When spouses who are relatively wealthy have determined that their union is at an end, deciding how to prioritize different assets quickly becomes a consequential matter of course. If you find yourself navigating such circumstances, you may – very understandably – be wondering which assets to prioritize as you negotiate or litigate your case.
Certainly, any truly meaningful personal property is likely a concern at the forefront of your mind. But what about financial assets? Should you prioritize retirement funds as you move forward? While there is no “one-size-fits-all” answer to this question, it is likely that the short answer to this query is a solid “Yes.”

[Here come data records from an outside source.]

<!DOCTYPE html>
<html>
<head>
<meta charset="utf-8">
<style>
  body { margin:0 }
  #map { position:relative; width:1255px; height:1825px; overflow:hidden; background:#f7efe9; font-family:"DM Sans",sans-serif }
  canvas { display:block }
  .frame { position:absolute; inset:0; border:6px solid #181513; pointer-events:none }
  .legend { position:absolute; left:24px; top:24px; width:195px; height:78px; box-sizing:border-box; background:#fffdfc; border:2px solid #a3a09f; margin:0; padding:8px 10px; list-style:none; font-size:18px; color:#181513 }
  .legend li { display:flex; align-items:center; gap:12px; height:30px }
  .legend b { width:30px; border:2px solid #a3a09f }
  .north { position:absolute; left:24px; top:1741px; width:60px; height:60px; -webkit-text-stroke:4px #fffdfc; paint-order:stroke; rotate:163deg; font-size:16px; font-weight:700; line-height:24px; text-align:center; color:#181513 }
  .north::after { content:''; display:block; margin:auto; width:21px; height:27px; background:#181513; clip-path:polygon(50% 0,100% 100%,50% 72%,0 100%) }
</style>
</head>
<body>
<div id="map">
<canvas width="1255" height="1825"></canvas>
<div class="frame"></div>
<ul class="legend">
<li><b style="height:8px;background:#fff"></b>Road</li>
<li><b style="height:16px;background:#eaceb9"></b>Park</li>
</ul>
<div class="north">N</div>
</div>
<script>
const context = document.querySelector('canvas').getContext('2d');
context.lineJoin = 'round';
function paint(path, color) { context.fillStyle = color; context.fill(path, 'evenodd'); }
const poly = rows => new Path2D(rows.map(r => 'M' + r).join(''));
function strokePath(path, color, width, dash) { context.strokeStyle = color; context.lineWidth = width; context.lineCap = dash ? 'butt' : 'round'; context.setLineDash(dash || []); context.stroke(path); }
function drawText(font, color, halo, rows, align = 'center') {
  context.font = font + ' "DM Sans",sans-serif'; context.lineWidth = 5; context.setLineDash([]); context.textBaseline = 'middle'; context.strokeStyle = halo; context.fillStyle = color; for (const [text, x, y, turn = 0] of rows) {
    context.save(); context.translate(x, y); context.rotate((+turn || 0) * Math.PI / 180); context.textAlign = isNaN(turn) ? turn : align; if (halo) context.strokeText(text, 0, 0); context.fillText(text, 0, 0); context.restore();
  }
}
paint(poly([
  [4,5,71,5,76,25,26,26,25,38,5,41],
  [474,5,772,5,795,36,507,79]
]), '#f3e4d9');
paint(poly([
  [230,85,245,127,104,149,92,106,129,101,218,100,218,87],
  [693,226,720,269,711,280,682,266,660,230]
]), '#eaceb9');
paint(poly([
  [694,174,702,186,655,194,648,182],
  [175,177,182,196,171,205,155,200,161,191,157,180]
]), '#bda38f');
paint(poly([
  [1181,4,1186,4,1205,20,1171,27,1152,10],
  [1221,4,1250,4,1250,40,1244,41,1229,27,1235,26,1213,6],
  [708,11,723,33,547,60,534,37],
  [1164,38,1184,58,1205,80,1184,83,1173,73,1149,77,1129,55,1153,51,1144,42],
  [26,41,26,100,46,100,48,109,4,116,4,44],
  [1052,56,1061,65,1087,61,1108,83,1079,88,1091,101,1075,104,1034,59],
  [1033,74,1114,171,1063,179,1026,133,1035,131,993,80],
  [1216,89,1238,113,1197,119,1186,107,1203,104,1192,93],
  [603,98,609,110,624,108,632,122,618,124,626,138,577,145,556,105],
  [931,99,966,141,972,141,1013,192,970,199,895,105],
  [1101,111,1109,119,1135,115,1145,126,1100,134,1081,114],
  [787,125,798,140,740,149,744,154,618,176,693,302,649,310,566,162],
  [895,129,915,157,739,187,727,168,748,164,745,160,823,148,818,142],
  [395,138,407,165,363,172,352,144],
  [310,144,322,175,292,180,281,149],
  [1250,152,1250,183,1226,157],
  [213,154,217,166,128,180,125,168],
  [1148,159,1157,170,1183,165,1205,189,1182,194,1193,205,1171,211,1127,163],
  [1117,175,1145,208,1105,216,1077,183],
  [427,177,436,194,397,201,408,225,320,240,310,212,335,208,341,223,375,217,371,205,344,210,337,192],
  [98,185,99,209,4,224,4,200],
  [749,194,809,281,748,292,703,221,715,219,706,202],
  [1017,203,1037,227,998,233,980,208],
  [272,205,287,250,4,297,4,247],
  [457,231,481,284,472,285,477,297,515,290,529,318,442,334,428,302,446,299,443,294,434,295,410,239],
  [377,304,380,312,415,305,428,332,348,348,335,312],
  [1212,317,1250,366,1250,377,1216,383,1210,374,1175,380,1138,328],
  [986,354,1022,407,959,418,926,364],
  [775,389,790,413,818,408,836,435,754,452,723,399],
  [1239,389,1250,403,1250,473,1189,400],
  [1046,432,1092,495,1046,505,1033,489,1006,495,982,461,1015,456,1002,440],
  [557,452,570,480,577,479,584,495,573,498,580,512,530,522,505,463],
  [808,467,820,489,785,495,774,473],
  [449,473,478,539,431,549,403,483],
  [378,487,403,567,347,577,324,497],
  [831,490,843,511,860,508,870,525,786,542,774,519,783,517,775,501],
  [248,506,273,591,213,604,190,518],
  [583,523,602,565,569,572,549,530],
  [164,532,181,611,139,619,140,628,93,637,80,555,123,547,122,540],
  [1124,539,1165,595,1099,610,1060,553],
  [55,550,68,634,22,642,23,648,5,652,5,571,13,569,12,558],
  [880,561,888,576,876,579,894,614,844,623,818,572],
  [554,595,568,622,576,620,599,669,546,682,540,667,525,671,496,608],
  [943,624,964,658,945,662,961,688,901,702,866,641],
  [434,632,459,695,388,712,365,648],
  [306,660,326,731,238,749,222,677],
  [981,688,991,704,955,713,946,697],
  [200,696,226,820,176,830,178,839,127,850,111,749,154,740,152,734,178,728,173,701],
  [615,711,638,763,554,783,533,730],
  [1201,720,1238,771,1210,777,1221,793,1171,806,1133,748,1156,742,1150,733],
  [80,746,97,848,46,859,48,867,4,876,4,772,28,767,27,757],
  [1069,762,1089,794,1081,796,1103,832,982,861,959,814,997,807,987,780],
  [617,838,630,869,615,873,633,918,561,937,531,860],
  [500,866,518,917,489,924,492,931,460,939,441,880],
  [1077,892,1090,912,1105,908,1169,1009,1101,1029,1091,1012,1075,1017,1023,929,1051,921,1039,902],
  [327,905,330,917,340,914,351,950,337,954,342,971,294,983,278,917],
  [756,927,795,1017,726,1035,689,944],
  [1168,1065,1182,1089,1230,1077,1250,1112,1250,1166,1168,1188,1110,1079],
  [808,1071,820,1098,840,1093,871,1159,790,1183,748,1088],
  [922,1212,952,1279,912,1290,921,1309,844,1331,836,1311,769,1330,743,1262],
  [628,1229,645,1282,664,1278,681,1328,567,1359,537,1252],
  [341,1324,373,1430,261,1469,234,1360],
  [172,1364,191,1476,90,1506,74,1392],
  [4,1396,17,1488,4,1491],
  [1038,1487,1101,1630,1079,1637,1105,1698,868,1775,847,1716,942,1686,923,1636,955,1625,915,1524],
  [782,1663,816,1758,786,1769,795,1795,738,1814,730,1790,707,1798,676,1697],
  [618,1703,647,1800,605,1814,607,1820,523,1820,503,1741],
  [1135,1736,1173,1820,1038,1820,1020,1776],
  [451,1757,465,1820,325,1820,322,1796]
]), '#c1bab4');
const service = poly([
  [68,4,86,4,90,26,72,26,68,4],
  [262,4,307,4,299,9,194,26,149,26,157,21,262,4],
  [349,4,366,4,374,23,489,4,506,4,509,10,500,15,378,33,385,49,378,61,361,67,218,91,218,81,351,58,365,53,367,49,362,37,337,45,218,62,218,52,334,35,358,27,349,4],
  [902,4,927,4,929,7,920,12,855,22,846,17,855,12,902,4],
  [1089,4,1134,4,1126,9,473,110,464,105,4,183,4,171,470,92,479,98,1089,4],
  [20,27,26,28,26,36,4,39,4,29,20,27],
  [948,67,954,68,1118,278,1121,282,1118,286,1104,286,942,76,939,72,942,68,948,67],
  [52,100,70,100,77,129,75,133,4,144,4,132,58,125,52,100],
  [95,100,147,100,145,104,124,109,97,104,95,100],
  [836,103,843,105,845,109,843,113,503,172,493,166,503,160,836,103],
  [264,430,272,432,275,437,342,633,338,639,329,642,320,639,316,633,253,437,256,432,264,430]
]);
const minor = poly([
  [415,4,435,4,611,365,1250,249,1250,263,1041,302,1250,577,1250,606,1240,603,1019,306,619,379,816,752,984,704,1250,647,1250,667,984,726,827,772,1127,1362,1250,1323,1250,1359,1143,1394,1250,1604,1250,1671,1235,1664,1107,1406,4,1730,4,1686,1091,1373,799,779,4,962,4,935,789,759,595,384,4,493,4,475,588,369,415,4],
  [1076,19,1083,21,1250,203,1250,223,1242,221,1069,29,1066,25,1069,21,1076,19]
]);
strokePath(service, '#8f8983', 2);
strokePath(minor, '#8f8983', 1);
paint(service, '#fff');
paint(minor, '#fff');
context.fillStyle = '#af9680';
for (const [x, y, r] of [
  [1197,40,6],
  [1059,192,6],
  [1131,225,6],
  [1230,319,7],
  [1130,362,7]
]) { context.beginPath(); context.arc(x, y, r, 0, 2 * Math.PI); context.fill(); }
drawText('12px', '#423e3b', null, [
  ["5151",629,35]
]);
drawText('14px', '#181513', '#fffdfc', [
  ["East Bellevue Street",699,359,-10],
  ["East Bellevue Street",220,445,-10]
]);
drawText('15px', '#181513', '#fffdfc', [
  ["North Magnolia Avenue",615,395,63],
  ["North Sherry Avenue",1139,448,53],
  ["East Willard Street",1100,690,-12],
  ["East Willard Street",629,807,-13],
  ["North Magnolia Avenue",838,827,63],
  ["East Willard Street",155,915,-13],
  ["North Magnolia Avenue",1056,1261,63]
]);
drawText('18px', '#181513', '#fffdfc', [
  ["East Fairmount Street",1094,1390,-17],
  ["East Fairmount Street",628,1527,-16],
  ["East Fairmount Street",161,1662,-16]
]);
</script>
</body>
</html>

The long-term value of retirement funds
Retirement funds are often one of the most significant assets a couple has accumulated over the years. Given that you are relatively wealthy, it is likely that these funds, which may include 401(k)s, IRAs, pensions and other retirement accounts, represent a substantial portion of your future financial security.
Unlike other assets that can be used or liquidated in the short term, retirement funds are specifically designed to provide income during your later years. Therefore, ensuring that these assets are carefully considered and fairly divided could prove consequential when it comes to maintaining your long-term financial stability.
Mitigating tax liability
Retirement funds are often tax-deferred, meaning that taxes are not paid until withdrawals are made. If not handled properly, the division of these assets can lead to significant tax liabilities. For example, if you or your spouse withdraws money from a retirement account before reaching the eligible age, you may face early withdrawal penalties in addition to regular income taxes.
Partially due to the risk of tax liabilities and penalties, in many cases, dividing retirement funds requires a Qualified Domestic Relations Order (QDRO). A QDRO is a legal document that instructs the retirement plan administrator on how to divide the retirement assets between the divorcing spouses. Without a QDRO, transferring retirement funds can result in penalties and taxes that could otherwise have been avoided.
Partially due to their consequential nature, and partially due to the complexities at issue, it is generally wise to seek legal guidance proactively when determining how to approach retirement assets in a high-asset divorce scenario. Making this effort is a step that your future self just might thank you for.